====== Source information

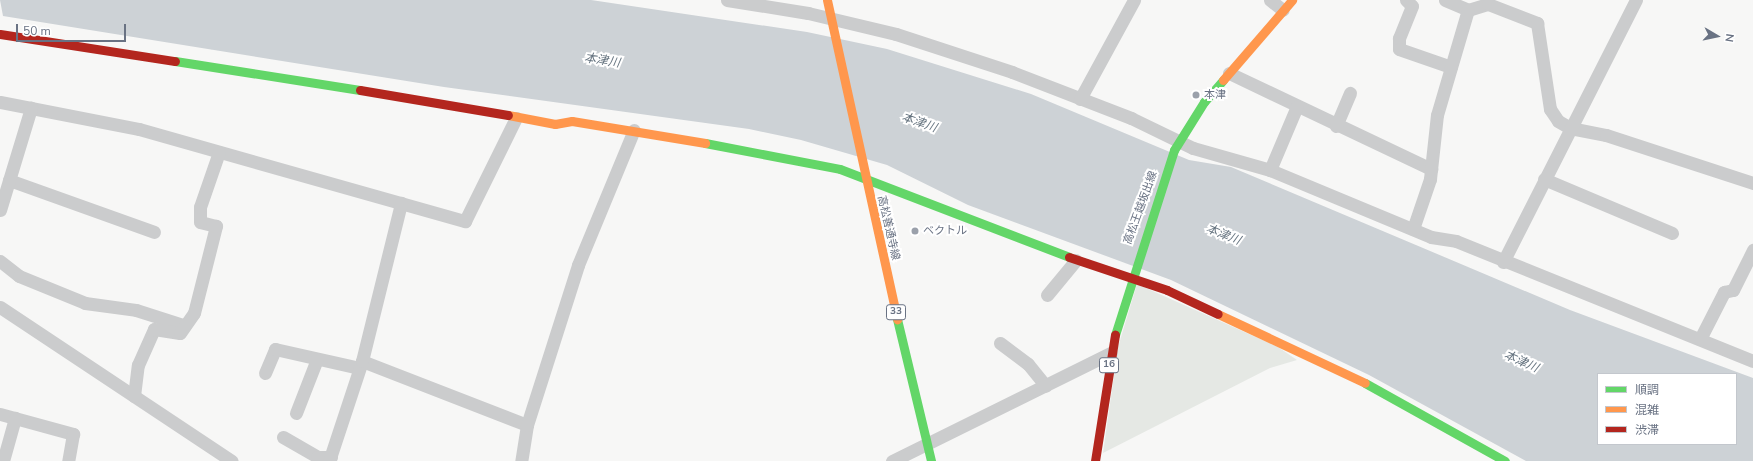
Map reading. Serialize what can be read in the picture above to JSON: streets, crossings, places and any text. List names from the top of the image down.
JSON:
{
  "streets": {
    "street": [
      "高松王越坂出線",
      "高松善通寺線",
      "33",
      "16"
    ]
  },
  "water": ["本津川"],
  "places": ["本津", "ベクトル"],
  "legend": ["順調", "混雑", "渋滞"],
  "scale_bar": "50 m",
  "north": "right"
}
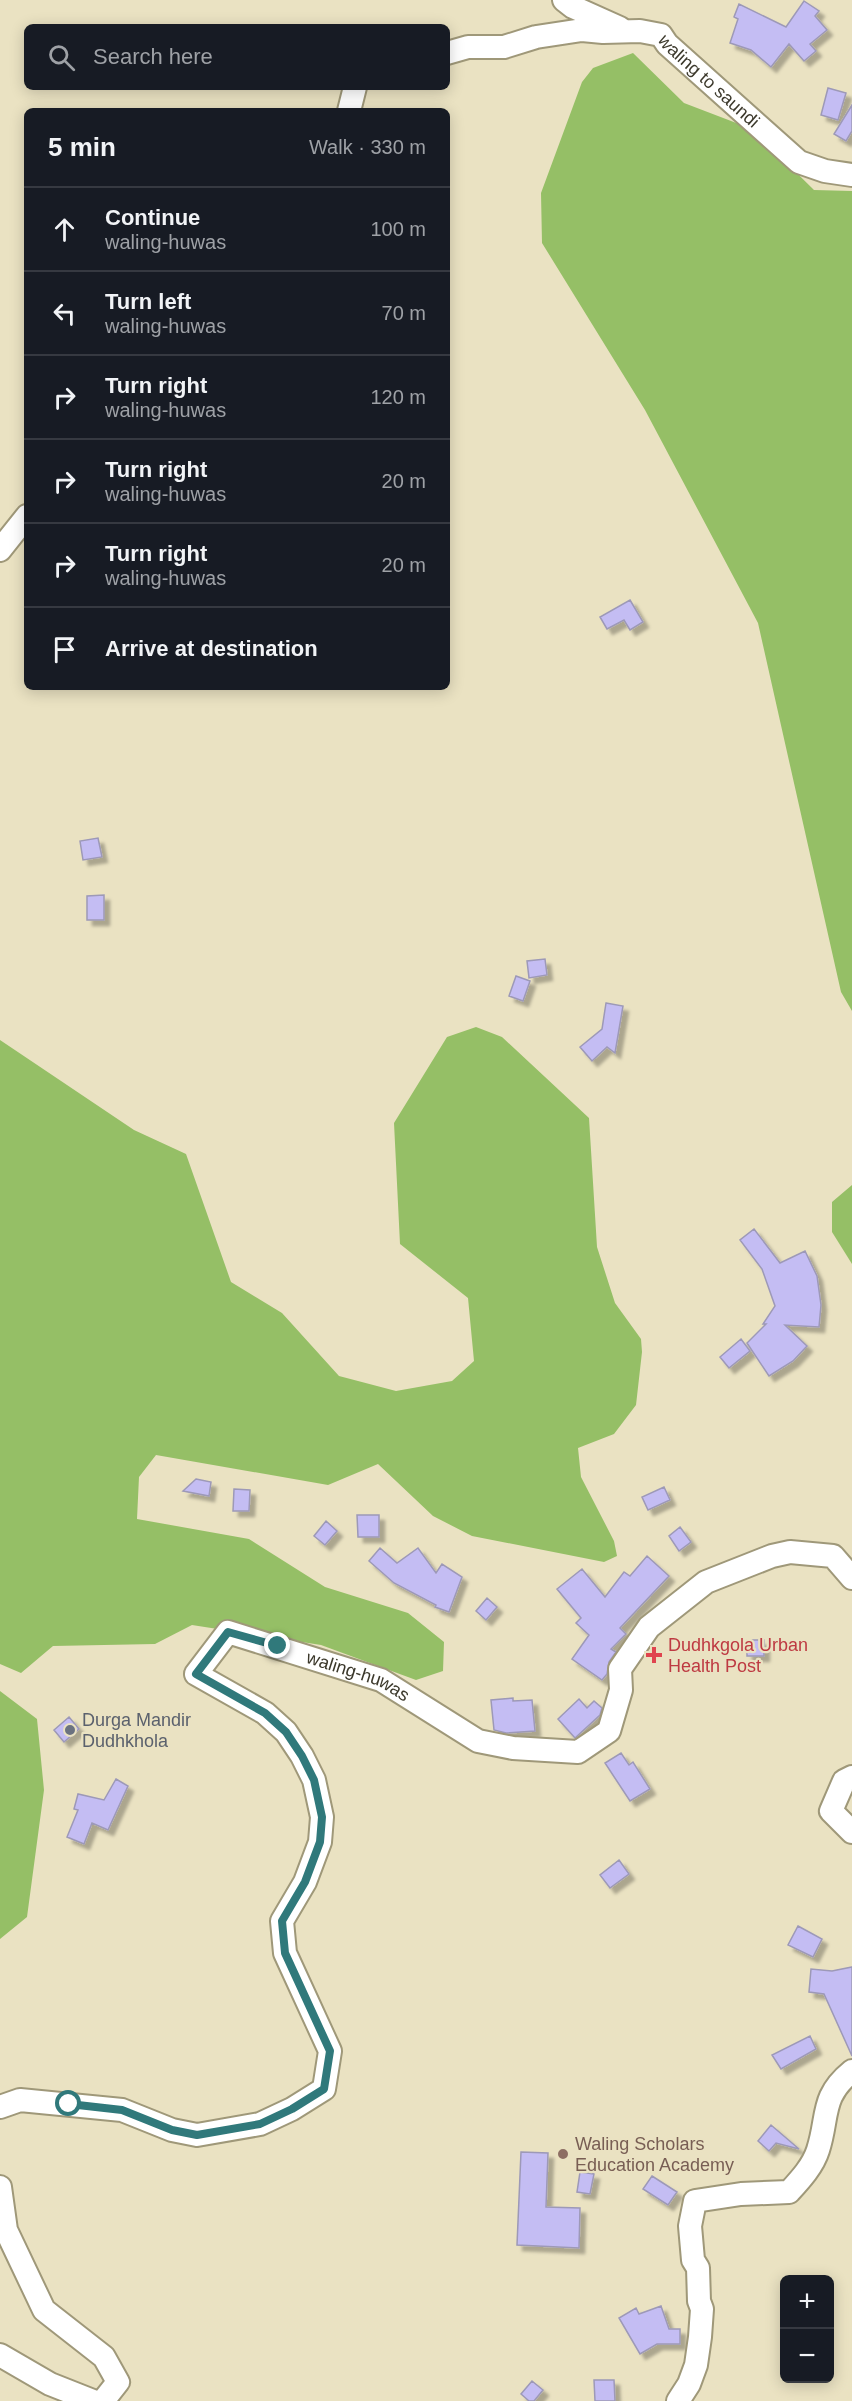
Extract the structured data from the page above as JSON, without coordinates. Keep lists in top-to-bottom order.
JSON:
{
  "streets": {
    "street": ["waling to saundi", "waling-huwas"]
  },
  "places": {
    "health": ["Dudhkgola Urban Health Post"],
    "other": ["Durga Mandir Dudhkhola", "Waling Scholars Education Academy"]
  },
  "page": {
    "search": "Search here",
    "heading": ["5 min", "Walk · 330 m"],
    "list": [
      ["Continue", "waling-huwas", "100 m"],
      ["Turn left", "waling-huwas", "70 m"],
      ["Turn right", "waling-huwas", "120 m"],
      ["Turn right", "waling-huwas", "20 m"],
      ["Turn right", "waling-huwas", "20 m"],
      "Arrive at destination"
    ],
    "map_buttons": ["+", "−"]
  }
}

============

[What the task asks] Copy every line above exactly, leaving no picture in the copy.

[Answer to this task]
Map reading. Serialize what can be read in the picture above to JSON: streets, crossings, places and any text. List names from the top of the image down.
JSON:
{
  "streets": {
    "street": [
      "高松王越坂出線",
      "高松善通寺線",
      "33",
      "16"
    ]
  },
  "water": ["本津川"],
  "places": ["本津", "ベクトル"],
  "legend": ["順調", "混雑", "渋滞"],
  "scale_bar": "50 m",
  "north": "right"
}
Extract the structured data from the page above as JSON, without coordinates. Keep lists in top-to-bottom order.
JSON:
{
  "streets": {
    "street": ["waling to saundi", "waling-huwas"]
  },
  "places": {
    "health": ["Dudhkgola Urban Health Post"],
    "other": ["Durga Mandir Dudhkhola", "Waling Scholars Education Academy"]
  },
  "page": {
    "search": "Search here",
    "heading": ["5 min", "Walk · 330 m"],
    "list": [
      ["Continue", "waling-huwas", "100 m"],
      ["Turn left", "waling-huwas", "70 m"],
      ["Turn right", "waling-huwas", "120 m"],
      ["Turn right", "waling-huwas", "20 m"],
      ["Turn right", "waling-huwas", "20 m"],
      "Arrive at destination"
    ],
    "map_buttons": ["+", "−"]
  }
}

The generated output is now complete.